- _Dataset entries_
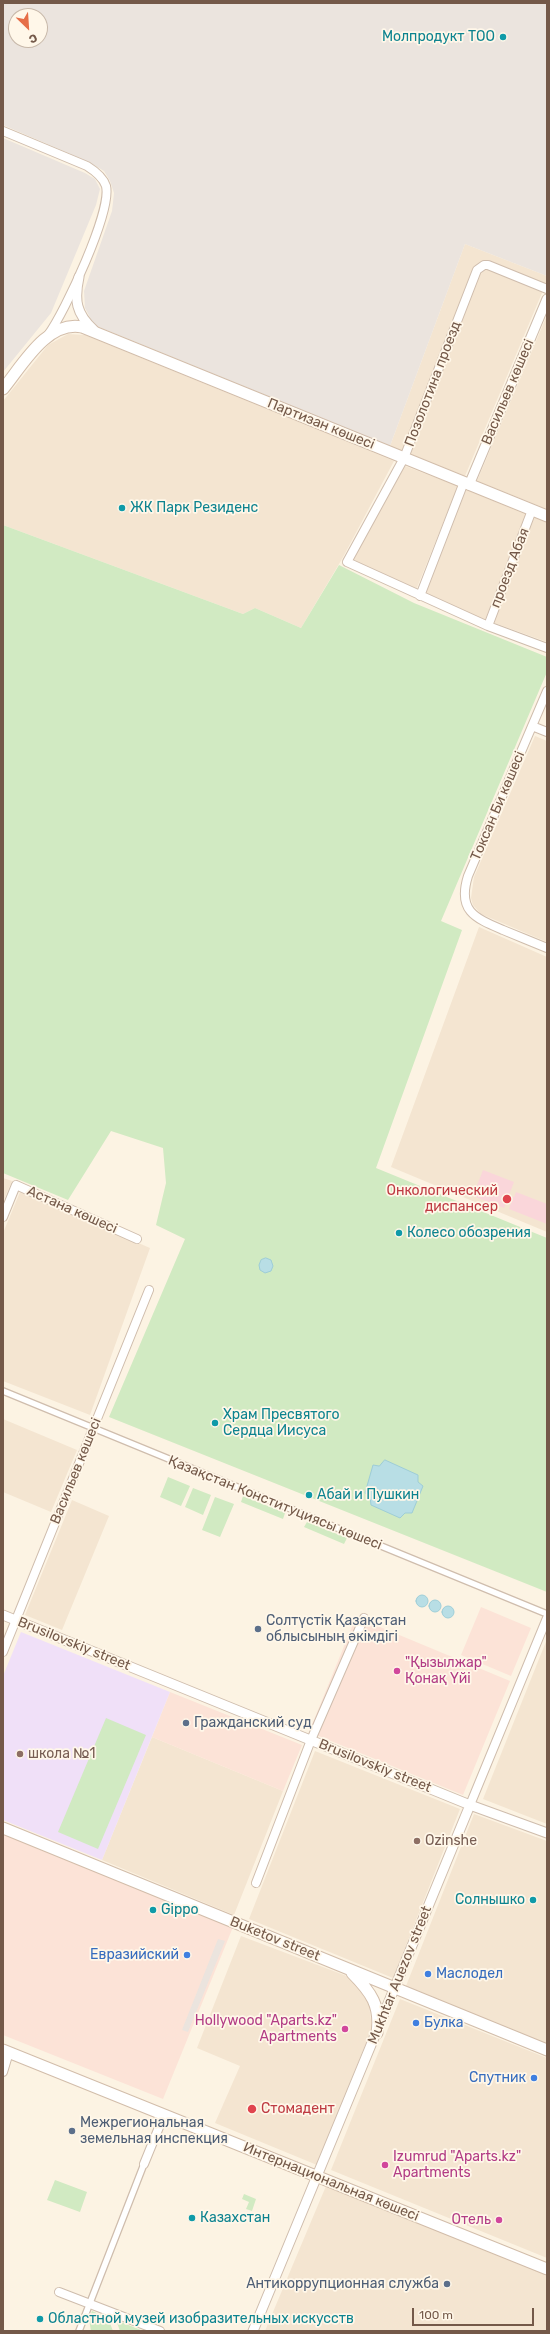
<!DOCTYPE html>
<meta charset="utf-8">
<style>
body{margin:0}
#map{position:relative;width:550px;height:2334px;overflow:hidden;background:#fcf3e3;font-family:Rubik,sans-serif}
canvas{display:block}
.frame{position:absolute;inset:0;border:4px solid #745949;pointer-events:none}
.north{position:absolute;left:8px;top:8px;width:40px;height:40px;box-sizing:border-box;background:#fff7e9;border:1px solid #c7b8a9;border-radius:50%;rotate:155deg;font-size:11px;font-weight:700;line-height:16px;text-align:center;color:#745949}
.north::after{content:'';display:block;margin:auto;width:14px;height:18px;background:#e66e48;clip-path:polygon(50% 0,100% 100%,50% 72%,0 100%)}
.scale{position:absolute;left:412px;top:2308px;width:122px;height:18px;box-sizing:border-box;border:2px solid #745949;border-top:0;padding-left:5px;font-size:12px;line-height:14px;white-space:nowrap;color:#745949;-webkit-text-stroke:3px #fff7e9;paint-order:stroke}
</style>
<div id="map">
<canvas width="550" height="2334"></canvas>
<div class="frame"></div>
<div class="north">С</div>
<div class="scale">100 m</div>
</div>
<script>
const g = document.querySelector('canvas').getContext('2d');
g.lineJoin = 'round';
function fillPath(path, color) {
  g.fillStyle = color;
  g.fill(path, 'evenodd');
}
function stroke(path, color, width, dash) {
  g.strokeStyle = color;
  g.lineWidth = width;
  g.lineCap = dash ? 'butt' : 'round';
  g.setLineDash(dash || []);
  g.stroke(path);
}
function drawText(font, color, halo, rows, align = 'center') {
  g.font = font + ' Rubik,sans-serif';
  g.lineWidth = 3.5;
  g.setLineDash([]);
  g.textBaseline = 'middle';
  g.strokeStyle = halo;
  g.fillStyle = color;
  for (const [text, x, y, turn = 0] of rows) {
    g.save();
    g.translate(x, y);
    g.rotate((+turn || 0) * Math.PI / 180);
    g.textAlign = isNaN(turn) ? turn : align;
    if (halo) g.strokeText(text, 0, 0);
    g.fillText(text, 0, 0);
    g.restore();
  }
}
fillPath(new Path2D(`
 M465,244l82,32v5l-82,195 -75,-30z
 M547,315v194l-70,-28z
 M68,334l17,1 309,126 -52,98 -41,69 -46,-20 -12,6 -240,-89v-124l45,-56z
 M405,466l53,20 -42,104 -64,-31z
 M465,489l62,26 -42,105 -61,-27z
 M534,517l13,6v119l-55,-20z
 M535,736l12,5v201l-66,-28 -8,-9 -2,-7 3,-21z
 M479,927l68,30v275l-156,-65z
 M3,1178l9,3 -9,21z
 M20,1192l130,56 -60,167 -87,-34v-148z
 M3,1419l74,31 -26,62 -48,-20z
 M72,1500l37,16 -47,114 -37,-15z
 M547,1639v185l-64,-25z
 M152,1737l131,54 -49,124 -132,-55z
 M315,1751l145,58 -67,169 -144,-59z
 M474,1814l73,27v203l-141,-58z
 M241,1936l111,42 17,27 3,23 -55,137 -102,-42 25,-57 -43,-18z
 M400,1999l147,59v200l-216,-88z
 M326,2186l221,89v56h-282z`), '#f4e5d1');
fillPath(new Path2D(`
 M481,1607l50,21 -20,48 -50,-21z
 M356,1617l154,64 -47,114 -154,-63z
 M170,1692l132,53 -19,46 -131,-54z
 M3,1834l230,93 -70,172 -160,-64z`), '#fce3d7');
fillPath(new Path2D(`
 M3,3h544v273l-82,-32 -75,202 -296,-121 -9,-17 -1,-17 28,-80 2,-18 -4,-12 -6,-10 -15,-9 -86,-37zM16,16h24v24h-24z
 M3,138l82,35 10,6 5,10 -4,16 -45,108 -48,59z
 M218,1939l7,2 -37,91 -6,-2z`), '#ebe4de');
fillPath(new Path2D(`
 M21,1632l149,60 -68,168 -99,-40v-144z`), '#f0e0f8');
fillPath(new Path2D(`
 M483,1170l31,12 -5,13 5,2 2,-5 31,12v20l-38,-15 2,-6 -4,-2 -3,7 -31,-12z`), '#fad6da');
fillPath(new Path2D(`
 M3,525l240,89 12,-6 46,20 38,-63 75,38 133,54v15l-106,249 21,9 -86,238 171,70v354l-438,-175 76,-178 -29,-14 10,-42 -3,-35 -52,-17 -43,69 -65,-27z
 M168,1477l22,9 -9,20 -21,-9z
 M193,1488l18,7 -8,20 -18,-8z
 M243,1496l42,17 -2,6 -42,-17z
 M215,1497l19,7 -14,33 -18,-7z
 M307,1522l40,16 -3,6 -40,-17z
 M106,1718l40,17 -48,114 -40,-17z
 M55,2180l32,12 -7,20 -33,-12z
 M244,2194l12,5 -4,12 -6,-2 3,-7 -7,-3z
 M92,2311l16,7 5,13h-22l-2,-12z
 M116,2320l25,10 3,1h-24z`), '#d1eac2');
const water = new Path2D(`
 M266,1258l5,2 2,6 -2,5 -6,2 -5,-3 -1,-5 2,-5z
 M385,1460l33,15v7l5,4 -11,27h-7l-5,5 -29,-13 -1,-8 -5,-4 8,-28 6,1z
 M416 1601a6 6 0 1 1 12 0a6 6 0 1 1-12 0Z
 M429 1606a6 6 0 1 1 12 0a6 6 0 1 1-12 0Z
 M442 1612a6 6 0 1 1 12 0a6 6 0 1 1-12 0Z`);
fillPath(water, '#b8dee5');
stroke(water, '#9ecdd7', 1);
const pedestrian = new Path2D(`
 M3,1391l544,223
 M79,2331l65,-167`);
const minor = new Path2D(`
 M3,131l84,35c8,5 16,11 19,20 6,25 -41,126 -58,149
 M547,289l-59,-24h-4l-7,5 -73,188 -57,104 141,64 59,22
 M420,596l44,-114
 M488,626l44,-116
 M547,691l-79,185c-11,35 7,42 35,54 15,6 29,12 44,18
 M532,726l15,6
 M3,1217l13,-32 121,54
 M3,1652l146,-362
 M470,1805l77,-187
 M256,1883l55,-143 53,-122
 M3,2072l6,-20
 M144,2164l20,-49
 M59,2292l101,39`);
const tertiary = new Path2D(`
 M79,277c-5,23 -3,37 15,53
 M469,485l78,-186
 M3,1615l467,190 77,28
 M253,2331l217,-526`);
const secondary = new Path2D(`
 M3,389c19,-23 44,-69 79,-62l465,189
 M3,1828l544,222
 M352,1973c19,19 29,33 25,60
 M3,2050l544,219`);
stroke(pedestrian, '#cfbdad', 8);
stroke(minor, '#cfbdad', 10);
stroke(tertiary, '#cfbdad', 11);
stroke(secondary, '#d2bdaa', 13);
stroke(pedestrian, '#fff', 5.5);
stroke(minor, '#fff', 8);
stroke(tertiary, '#fff', 9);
stroke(secondary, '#fff', 11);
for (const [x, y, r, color] of [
 [503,37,4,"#0f9aa8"],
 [122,508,4,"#0f9aa8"],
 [507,1199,5,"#e0444e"],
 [399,1233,4,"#0f9aa8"],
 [215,1423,4,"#0f9aa8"],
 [309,1495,4,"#0f9aa8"],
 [258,1629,4,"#5c6f8a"],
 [397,1671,4,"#d1479c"],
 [186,1723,4,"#5c6f8a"],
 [20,1754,4,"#8d6e63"],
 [417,1841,4,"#8d6e63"],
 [533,1900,4,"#0f9aa8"],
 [153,1910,4,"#0f9aa8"],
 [187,1955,4,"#3f7fe0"],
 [428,1974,4,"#3f7fe0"],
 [416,2023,4,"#3f7fe0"],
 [345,2029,4,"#d1479c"],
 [534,2078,4,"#3f7fe0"],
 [252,2109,5,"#e0444e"],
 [72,2131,4,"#5c6f8a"],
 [385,2165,4,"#d1479c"],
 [192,2218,4,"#0f9aa8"],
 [499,2220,4,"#d1479c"],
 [447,2284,4,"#5c6f8a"],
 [40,2319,4,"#0f9aa8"]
]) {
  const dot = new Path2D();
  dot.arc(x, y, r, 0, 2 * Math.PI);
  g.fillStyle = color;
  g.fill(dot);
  stroke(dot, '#fff7e9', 1.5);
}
drawText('14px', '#0d838f', '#fff7e9', [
 ["Молпродукт ТОО",495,37,"right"],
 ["ЖК Парк Резиденс",130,508],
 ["Колесо обозрения",407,1233],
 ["Храм Пресвятого",223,1415],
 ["Сердца Иисуса",223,1431],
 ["Абай и Пушкин",317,1495],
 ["Солнышко",525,1900,"right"],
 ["Gippo",161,1910],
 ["Казахстан",200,2218],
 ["Областной музей изобразительных искусств",48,2319]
], 'left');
drawText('14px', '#745949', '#fff7e9', [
 ["Позолотина проезд",433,384,-69],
 ["Васильев көшесі",508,392,-67],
 ["Партизан көшесі",321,424,22],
 ["проезд Абая",510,568,-69],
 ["Токсан Би көшесі",498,806,-67],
 ["Астана көшесі",72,1210,24],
 ["Васильев көшесі",76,1471,-68],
 ["Қазақстан Конституциясы көшесі",275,1503,22],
 ["Brusilovskiy street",74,1644,22],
 ["Brusilovskiy street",375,1766,22],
 ["Buketov street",275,1939,22],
 ["Mukhtar Auezov street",400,1975,-68],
 ["Интернациональная көшесі",331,2182,22]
]);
drawText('14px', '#be3a42', '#fff7e9', [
 ["Онкологический",498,1191],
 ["диспансер",498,1207],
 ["Стомадент",261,2109,"left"]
], 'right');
drawText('14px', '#4e5e75', '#fff7e9', [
 ["Солтүстік Қазақстан",266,1621],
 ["облысының әкімдігі",266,1637],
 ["Гражданский суд",194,1723],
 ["Межрегиональная",80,2123],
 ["земельная инспекция",80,2139],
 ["Антикоррупционная служба",439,2284,"right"]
], 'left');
drawText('14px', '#b23c85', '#fff7e9', [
 ["\"Қызылжар\"",405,1663],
 ["Қонақ Үйі",405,1679],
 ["Hollywood \"Aparts.kz\"",337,2021,"right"],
 ["Apartments",337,2037,"right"],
 ["Izumrud \"Aparts.kz\"",393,2157],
 ["Apartments",393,2173],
 ["Отель",491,2220,"right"]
], 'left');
drawText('14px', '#785e54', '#fff7e9', [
 ["школа №1",28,1754],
 ["Ozinshe",425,1841]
], 'left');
drawText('14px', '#366cbe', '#fff7e9', [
 ["Евразийский",179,1955],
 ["Маслодел",436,1974,"left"],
 ["Булка",424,2023,"left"],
 ["Спутник",526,2078]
], 'right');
</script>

- _Exercise requirements_
Scan the entries above and return each line that holds "rows".

- _Reply_
function drawText(font, color, halo, rows, align = 'center') {
  for (const [text, x, y, turn = 0] of rows) {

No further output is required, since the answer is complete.